* _DESCRIPTION OF THE TASK_
Please set down each entry exactly, omitting any picture it holds.

(Collection entries)

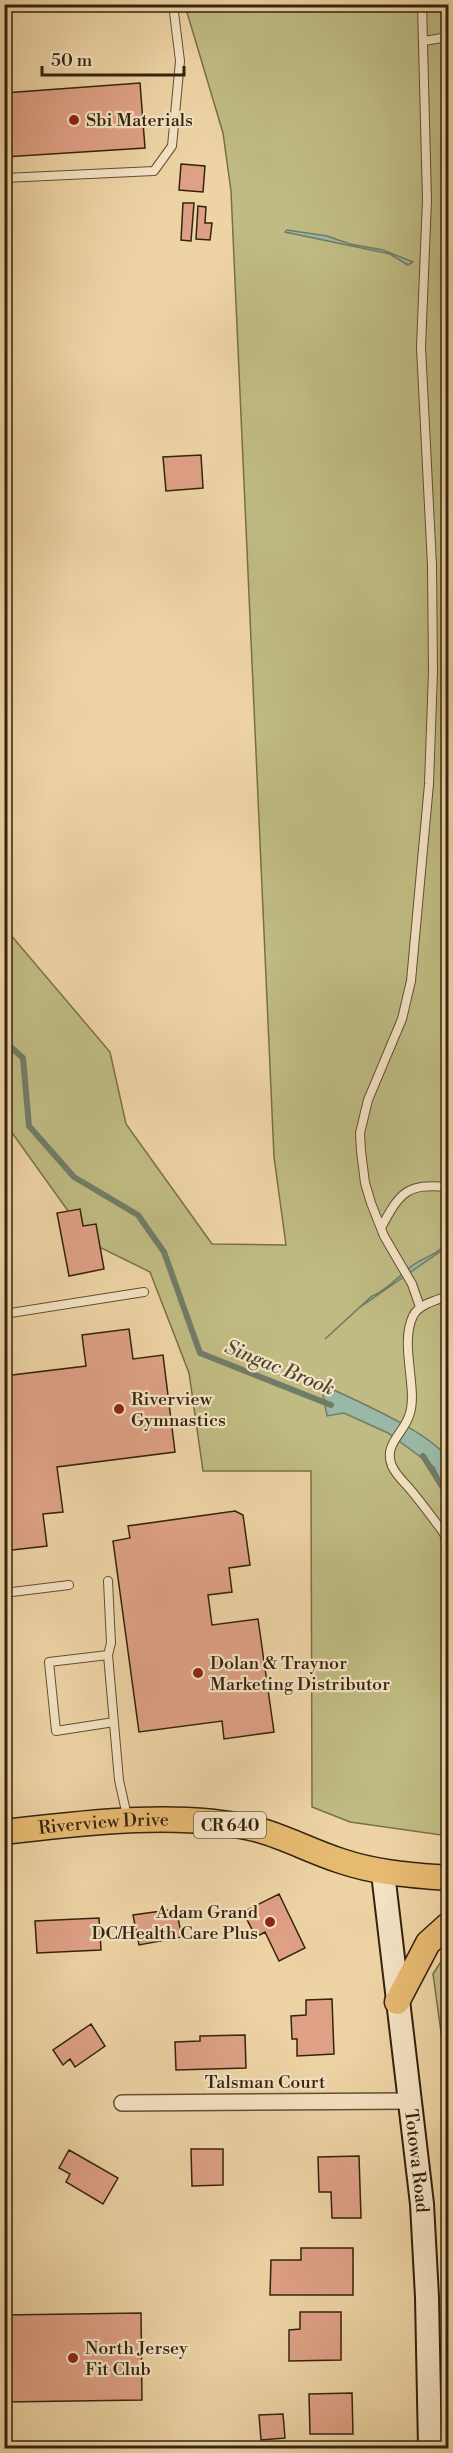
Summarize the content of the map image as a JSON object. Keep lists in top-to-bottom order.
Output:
{
  "streets": {
    "main road": ["Riverview Drive", "CR 640", "Totowa Road"],
    "street": ["Talsman Court"]
  },
  "crossings": [
    ["Riverview Drive", "Totowa Road"],
    ["Talsman Court", "Totowa Road"]
  ],
  "water": ["Singac Brook"],
  "places": [
    "Sbi Materials",
    "Riverview Gymnastics",
    "Dolan & Traynor Marketing Distributor",
    "Adam Grand DC/Health Care Plus",
    "North Jersey Fit Club"
  ],
  "scale_bar": "50 m"
}
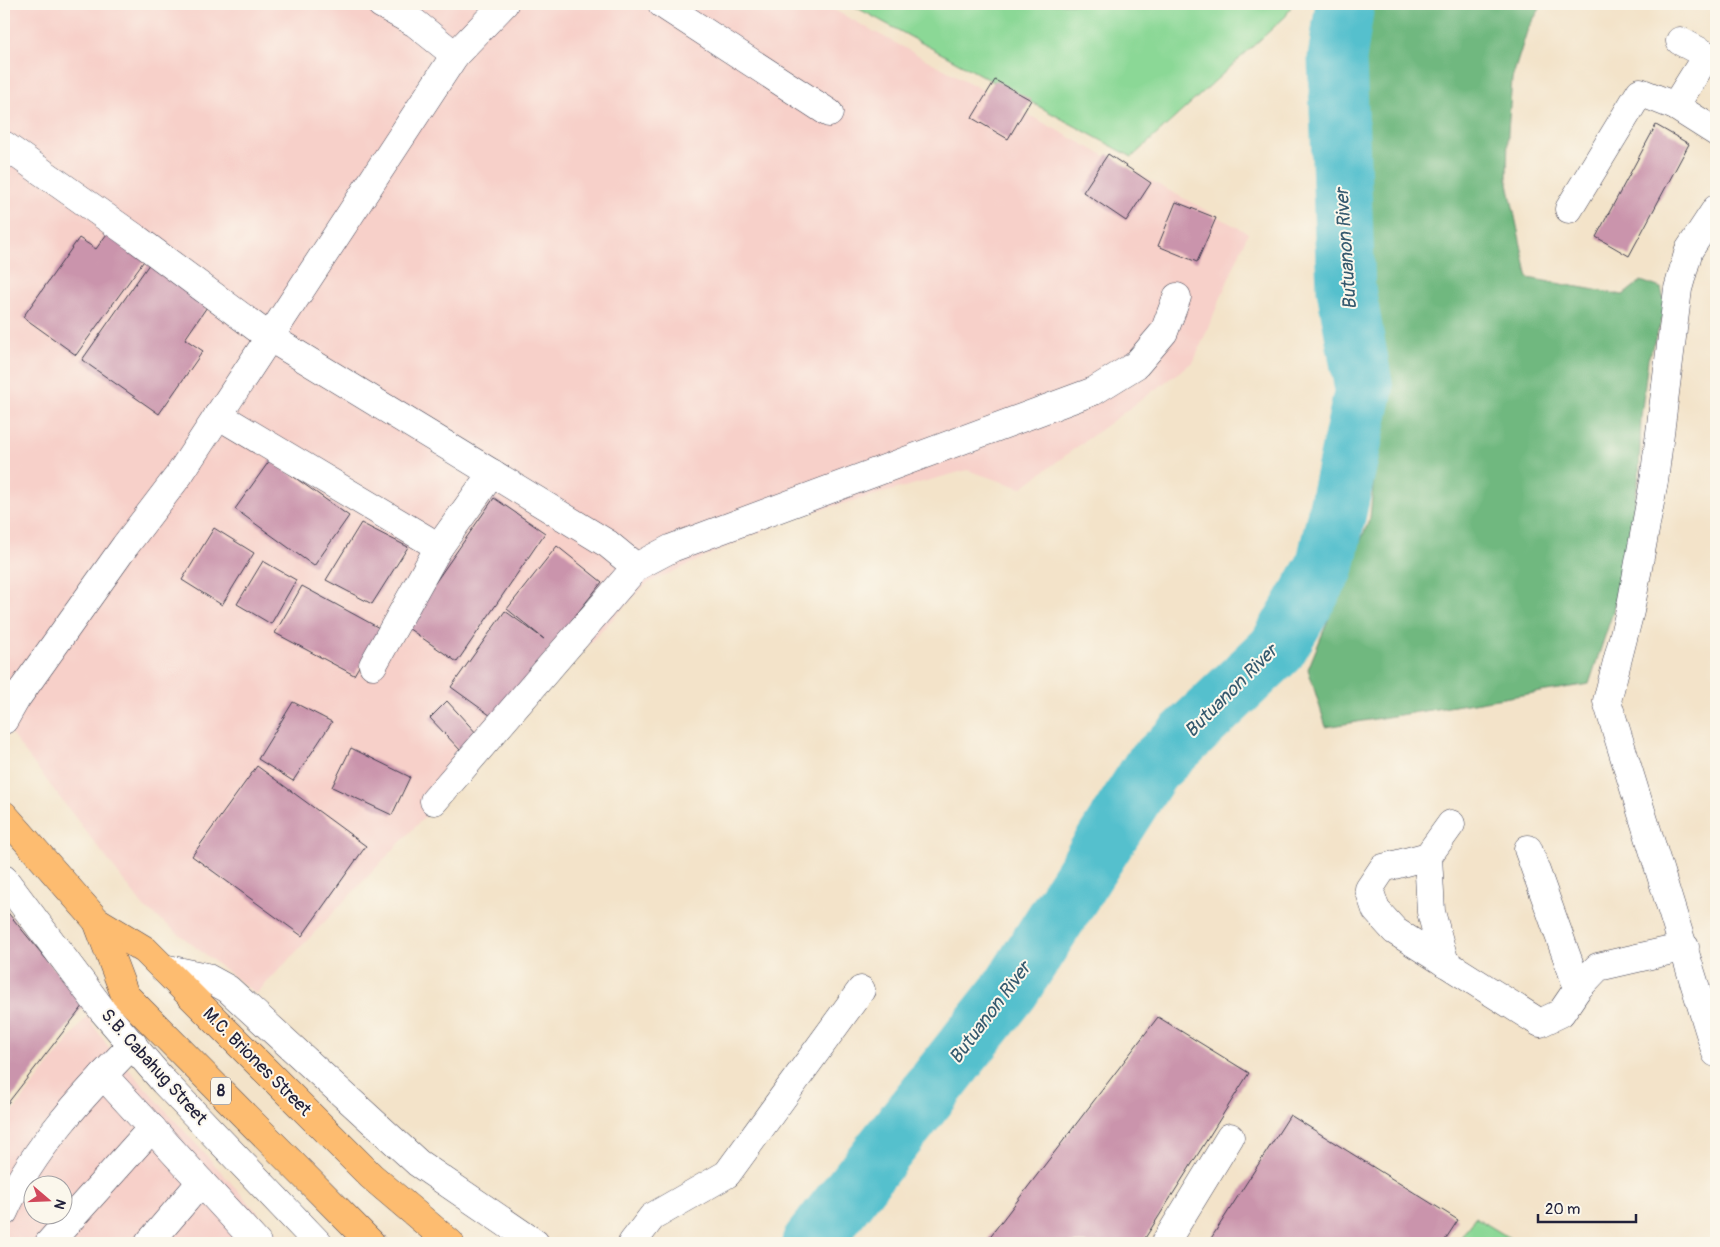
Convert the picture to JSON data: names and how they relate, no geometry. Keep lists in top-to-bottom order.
{
  "streets": {
    "main road": ["M.C. Briones Street", "8"],
    "street": ["S.B. Cabahug Street"]
  },
  "crossings": [
    ["M.C. Briones Street", "8"]
  ],
  "water": ["Butuanon River"],
  "scale_bar": "20 m",
  "north": "right"
}
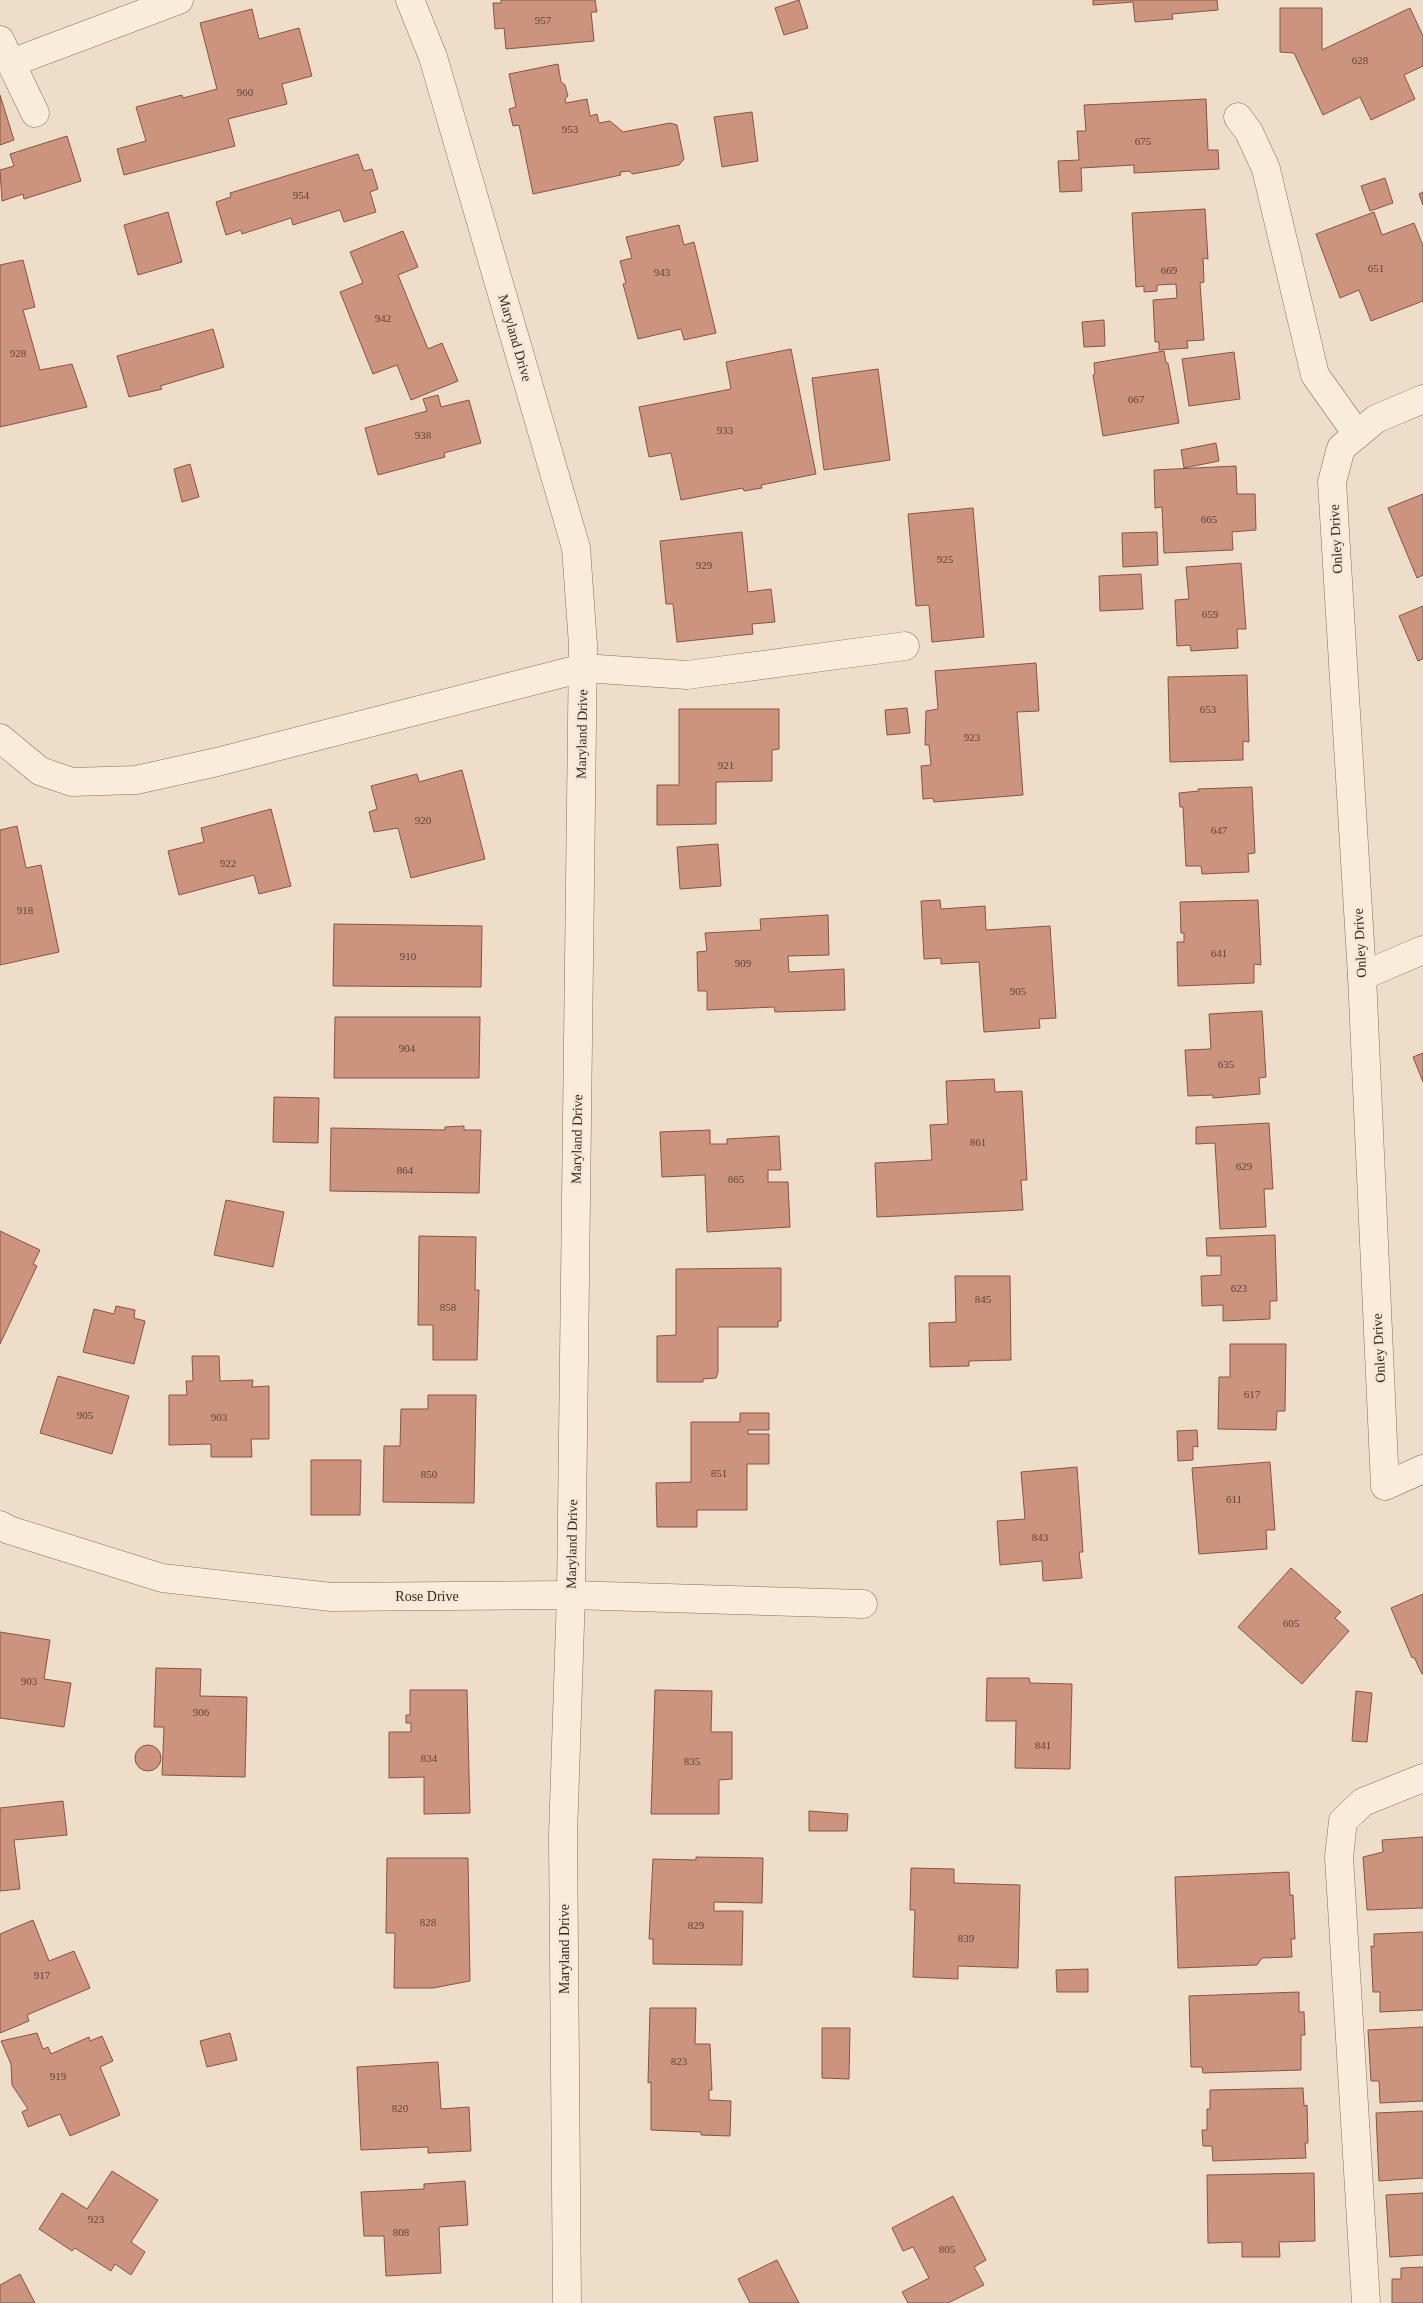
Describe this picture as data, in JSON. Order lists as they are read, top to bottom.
{
  "streets": {
    "street": ["Maryland Drive", "Onley Drive", "Rose Drive"]
  },
  "crossings": [
    ["Maryland Drive", "Rose Drive"]
  ],
  "house_numbers": [
    "957",
    "628",
    "960",
    "953",
    "675",
    "954",
    "651",
    "669",
    "943",
    "942",
    "928",
    "667",
    "933",
    "938",
    "665",
    "925",
    "929",
    "659",
    "653",
    "923",
    "921",
    "920",
    "647",
    "922",
    "918",
    "641",
    "910",
    "909",
    "905",
    "904",
    "635",
    "861",
    "629",
    "864",
    "865",
    "623",
    "845",
    "858",
    "617",
    "905",
    "903",
    "851",
    "850",
    "611",
    "843",
    "605",
    "903",
    "906",
    "841",
    "834",
    "835",
    "828",
    "829",
    "839",
    "917",
    "823",
    "919",
    "820",
    "923",
    "808",
    "805"
  ]
}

* _RESPONSE AREA_
Summarize the content of the map image as a JSON object. Keep lists in top-to-bottom order.
Output:
{
  "streets": {
    "main road": ["Riverview Drive", "CR 640", "Totowa Road"],
    "street": ["Talsman Court"]
  },
  "crossings": [
    ["Riverview Drive", "Totowa Road"],
    ["Talsman Court", "Totowa Road"]
  ],
  "water": ["Singac Brook"],
  "places": [
    "Sbi Materials",
    "Riverview Gymnastics",
    "Dolan & Traynor Marketing Distributor",
    "Adam Grand DC/Health Care Plus",
    "North Jersey Fit Club"
  ],
  "scale_bar": "50 m"
}
Convert the picture to JSON data: names and how they relate, no geometry. Keep lists in top-to-bottom order.
{
  "streets": {
    "main road": ["M.C. Briones Street", "8"],
    "street": ["S.B. Cabahug Street"]
  },
  "crossings": [
    ["M.C. Briones Street", "8"]
  ],
  "water": ["Butuanon River"],
  "scale_bar": "20 m",
  "north": "right"
}
Describe this picture as data, in JSON. Order lists as they are read, top to bottom.
{
  "streets": {
    "street": ["Maryland Drive", "Onley Drive", "Rose Drive"]
  },
  "crossings": [
    ["Maryland Drive", "Rose Drive"]
  ],
  "house_numbers": [
    "957",
    "628",
    "960",
    "953",
    "675",
    "954",
    "651",
    "669",
    "943",
    "942",
    "928",
    "667",
    "933",
    "938",
    "665",
    "925",
    "929",
    "659",
    "653",
    "923",
    "921",
    "920",
    "647",
    "922",
    "918",
    "641",
    "910",
    "909",
    "905",
    "904",
    "635",
    "861",
    "629",
    "864",
    "865",
    "623",
    "845",
    "858",
    "617",
    "905",
    "903",
    "851",
    "850",
    "611",
    "843",
    "605",
    "903",
    "906",
    "841",
    "834",
    "835",
    "828",
    "829",
    "839",
    "917",
    "823",
    "919",
    "820",
    "923",
    "808",
    "805"
  ]
}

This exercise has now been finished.